そして野生の鬼狩り。誰だか知らないが派手な噂だ。そいつは驚くほどの速さで昇格しているらしいし、おおよその見当はついている。
今の階級がどこなのかは知らないが、この調子でいけば柱になるのも時間の問題だろう。早いのではないかと思う。宇髄の推測が間違いなければ、あいつは前回十七の時に柱になっていた。冨岡の任命がもし前回よりも早いのならば、何故こうも時間が違うのか。
何かあるのか、不死川に。宇髄にはわからなかった。
柱合会議で見覚えのある顔を複数見つけた宇髄は、新たな柱として紹介された冨岡とともに同僚となる彼らの前に顔を見せた。
たった十七歳の音柱、水柱に至ってはまだ十五歳。そのことに悲鳴嶼と、煉獄槇寿郎のような年上の柱たちは難色を示した。ちらりと隣へ視線を向けると、宇髄が知るよりも幼い姿で、相変わらず乏しい表情で冨岡は佇んでいた。
まあ、十七といえば前回不死川が柱になった歳だし、胡蝶カナエも同じ歳だった。最年少すら数年後には塗り替えられるのだが、この時点で十五歳の柱は異例だったのだろう。気にした様子もない冨岡から視線を戻し、宇髄は煉獄たちへと向き直る。
「俺は柱の先輩方と共同で任務に当たったことがねえし、言われるのも仕方ねえと思ってますけど。信用してもらえるよう努めるだけだ」
「きみたちの実力を疑っているわけではないが……うちの息子とそう歳が変わらん」
親目線で心配になるのだろう。それはそうだ、宇髄が十七ならば煉獄家の長男はまだ十四。下の弟に至っては七つかそこらだろう。親を経験した宇髄には理解できる。
子供といって差し支えない年齢の少年が、自分たちと同じ危険な仕事、更には同じ立場の柱なのだ。一般隊士とは違う、担当区域も広く休む間もない任務量。それでもそんな子供に頼らなければならないのが口惜しいのだろう。
十五であろうと頼れる隊士はいる。正確には現れる、だが、それを言ってもきっと理想論だと跳ね返されそうだ。
煉獄たちは長く柱を務めている。その分死んでいく隊士たちを多く見ているだろう。
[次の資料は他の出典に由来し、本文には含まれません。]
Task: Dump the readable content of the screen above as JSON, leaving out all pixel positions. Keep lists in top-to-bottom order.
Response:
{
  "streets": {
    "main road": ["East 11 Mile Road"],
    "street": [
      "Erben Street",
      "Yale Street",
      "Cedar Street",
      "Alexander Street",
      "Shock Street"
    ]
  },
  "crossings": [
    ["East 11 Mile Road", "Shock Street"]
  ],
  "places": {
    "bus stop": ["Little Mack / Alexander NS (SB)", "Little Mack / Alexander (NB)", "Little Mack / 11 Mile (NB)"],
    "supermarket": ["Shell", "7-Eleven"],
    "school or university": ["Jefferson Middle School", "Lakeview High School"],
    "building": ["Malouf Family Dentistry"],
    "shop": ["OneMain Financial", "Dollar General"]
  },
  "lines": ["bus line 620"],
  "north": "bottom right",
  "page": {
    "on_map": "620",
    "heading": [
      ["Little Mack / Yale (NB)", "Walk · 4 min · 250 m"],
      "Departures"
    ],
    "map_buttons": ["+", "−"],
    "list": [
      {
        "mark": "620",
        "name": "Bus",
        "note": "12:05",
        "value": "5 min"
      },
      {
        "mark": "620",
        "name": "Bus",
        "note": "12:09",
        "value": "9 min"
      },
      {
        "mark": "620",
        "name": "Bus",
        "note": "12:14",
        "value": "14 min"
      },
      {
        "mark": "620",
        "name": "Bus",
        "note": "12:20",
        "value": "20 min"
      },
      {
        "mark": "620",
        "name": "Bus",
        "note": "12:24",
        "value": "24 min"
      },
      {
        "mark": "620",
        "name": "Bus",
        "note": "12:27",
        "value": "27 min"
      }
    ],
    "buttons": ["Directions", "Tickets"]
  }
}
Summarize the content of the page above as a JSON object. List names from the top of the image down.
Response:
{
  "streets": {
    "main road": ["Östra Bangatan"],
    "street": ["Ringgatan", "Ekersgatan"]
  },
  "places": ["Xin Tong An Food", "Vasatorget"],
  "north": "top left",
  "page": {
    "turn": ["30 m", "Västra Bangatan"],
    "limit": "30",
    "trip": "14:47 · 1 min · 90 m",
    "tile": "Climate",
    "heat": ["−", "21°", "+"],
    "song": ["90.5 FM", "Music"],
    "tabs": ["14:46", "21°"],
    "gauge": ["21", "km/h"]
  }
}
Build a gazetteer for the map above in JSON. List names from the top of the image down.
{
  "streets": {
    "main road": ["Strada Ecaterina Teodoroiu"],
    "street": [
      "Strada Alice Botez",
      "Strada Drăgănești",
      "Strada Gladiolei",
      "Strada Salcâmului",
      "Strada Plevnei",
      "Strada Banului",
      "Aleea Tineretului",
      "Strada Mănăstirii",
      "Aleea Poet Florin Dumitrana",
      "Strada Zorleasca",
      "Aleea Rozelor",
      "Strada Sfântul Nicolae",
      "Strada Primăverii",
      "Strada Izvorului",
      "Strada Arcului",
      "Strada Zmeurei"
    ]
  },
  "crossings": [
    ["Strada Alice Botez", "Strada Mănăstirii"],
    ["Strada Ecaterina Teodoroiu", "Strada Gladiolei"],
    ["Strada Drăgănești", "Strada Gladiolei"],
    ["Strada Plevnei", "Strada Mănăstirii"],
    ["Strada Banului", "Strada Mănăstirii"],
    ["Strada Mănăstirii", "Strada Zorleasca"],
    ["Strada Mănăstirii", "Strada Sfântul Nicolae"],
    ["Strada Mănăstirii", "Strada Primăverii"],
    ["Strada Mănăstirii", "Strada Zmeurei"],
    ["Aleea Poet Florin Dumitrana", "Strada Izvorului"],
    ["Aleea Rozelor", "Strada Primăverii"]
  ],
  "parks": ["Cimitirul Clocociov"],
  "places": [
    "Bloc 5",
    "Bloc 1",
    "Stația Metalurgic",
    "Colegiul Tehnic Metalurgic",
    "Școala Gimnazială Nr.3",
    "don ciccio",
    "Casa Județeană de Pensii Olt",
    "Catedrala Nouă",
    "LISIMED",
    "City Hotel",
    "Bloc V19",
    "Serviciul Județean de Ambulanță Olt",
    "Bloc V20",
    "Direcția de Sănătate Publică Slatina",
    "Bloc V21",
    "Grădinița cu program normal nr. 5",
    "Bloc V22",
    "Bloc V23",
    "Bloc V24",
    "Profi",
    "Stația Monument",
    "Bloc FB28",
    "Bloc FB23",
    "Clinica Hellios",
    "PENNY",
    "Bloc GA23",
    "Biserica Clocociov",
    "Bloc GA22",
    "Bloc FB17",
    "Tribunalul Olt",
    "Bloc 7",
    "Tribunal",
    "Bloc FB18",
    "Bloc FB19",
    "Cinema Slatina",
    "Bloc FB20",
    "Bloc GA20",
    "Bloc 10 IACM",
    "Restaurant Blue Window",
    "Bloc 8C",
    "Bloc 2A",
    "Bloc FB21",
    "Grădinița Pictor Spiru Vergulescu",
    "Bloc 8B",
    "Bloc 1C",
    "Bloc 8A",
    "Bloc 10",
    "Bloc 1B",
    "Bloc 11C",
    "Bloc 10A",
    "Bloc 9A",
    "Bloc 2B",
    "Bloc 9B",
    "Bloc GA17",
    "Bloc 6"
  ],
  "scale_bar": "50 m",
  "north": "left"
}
その中に宇髄や冨岡と同じ年頃の者もいたはずだ。鬼殺隊は長く在籍していられるような生半な組織ではない。
引き際を見極め、誰かに救助を頼む。その判断こそが大事だ。経験の浅い者ではそれもできずに死んでいく。宇髄だって見てきたのだ。
「拝命しちゃったもんは返上しませんけどね。誰かがやらなきゃなんねえなら、できる奴がやるのは当然。そこに年齢は関係ないかと」
「それはそうだが。……随分達観してるな」
「俺は現実主義なんです。守るべき命の価値基準もある」
それはそれとして救けたい命はあるが、今でもその優先順位は変わらない。
「冨岡くんはこれで良いのか。きみもまだ若いんだぞ」
「……長く務められた先代のようにはいきませんが。役に立てるよう努めるだけです」
前回最後まで生き残ったことを踏まえると随分謙虚な言葉だ。まあこいつならばそう思うのだろうと理解できるし、わざわざ口にしたことに少なからず驚いた。こいつ拝命した当時は話したのかよ。まあさすがに先達だらけの場で黙りを決め込むのは難しいか。
「癸の頃から凄かったらしいなお前。若輩者同士仲良くしようぜ」
「……仲良く……」
心が揺れたらしい冨岡は宇髄の言葉を反芻した。能面の奥で色々仲良くしたがっていたというのは前回見送るまでの短い期間で聞いていた。だからわざわざ宇髄から話を振ってやったのだ。別に仲良しごっこなどせずとも強ければそれで構わないのだが、こいつらと過ごす緩やかな時間の中で、宇髄も友が欲しかったことに気がついたのだ。仲良くできるならそれに越したことはない。年若いせいか前回よりもとっつきやすい気がするし。
「何だ、やっぱりまだ子供だな」
「鬼殺隊にいては遊ぶ暇もないだろうが……息抜きは大事だ」
「強いのは強いんでしょうが、やはり年相応の顔を見ると安心しますね」
年上ばかりの柱の中で、宇髄は冨岡の首に腕をまわして笑みを向けた。あの葬式のような顔がほんの少しだけ柔らかくなったように見えて、何かこいつに救いとなることがあったのかもしれないと考える。
宇髄は弟妹を救わなかった。見限ってここにいるが、冨岡は表情を和らげられるようなことが起きていたのかもしれない。
「よし、じゃあ手始めに飯食いに行こうぜ。何が食いたいんだよ」
「………。……鮭大根」
前回と変わらない好物を聞き、微笑ましげに眺めてくる柱たちの中で宇髄は思わず吹き出した。年相応の驚いたような目が宇髄を捉え、あれ、と少し違和感を持った。
「笑うほど妙な料理でもなかろう」
「あー、まあ。昔の知り合いと同じ料理が好きってんで笑っちまった。悪いな」
つい笑ってしまったが、宇髄は鮭大根に対して笑ったわけではない。二度目の冨岡も同じものを好きだというのが何だか妙に親近感を覚え、嬉しくなって笑ったのだ。心外だ、確実に前回絆されたせいである。
「今度炎柱の息子さんにも会いたいですね」
「ああ、二人で来ると良い。喜ぶだろう」
槇寿郎がこうして顔を出していた時、息子の杏寿郎はまだ入隊していなかった。酒浸りになる未来が待っていることに気づき、宇髄は少し笑みを引っ込めた。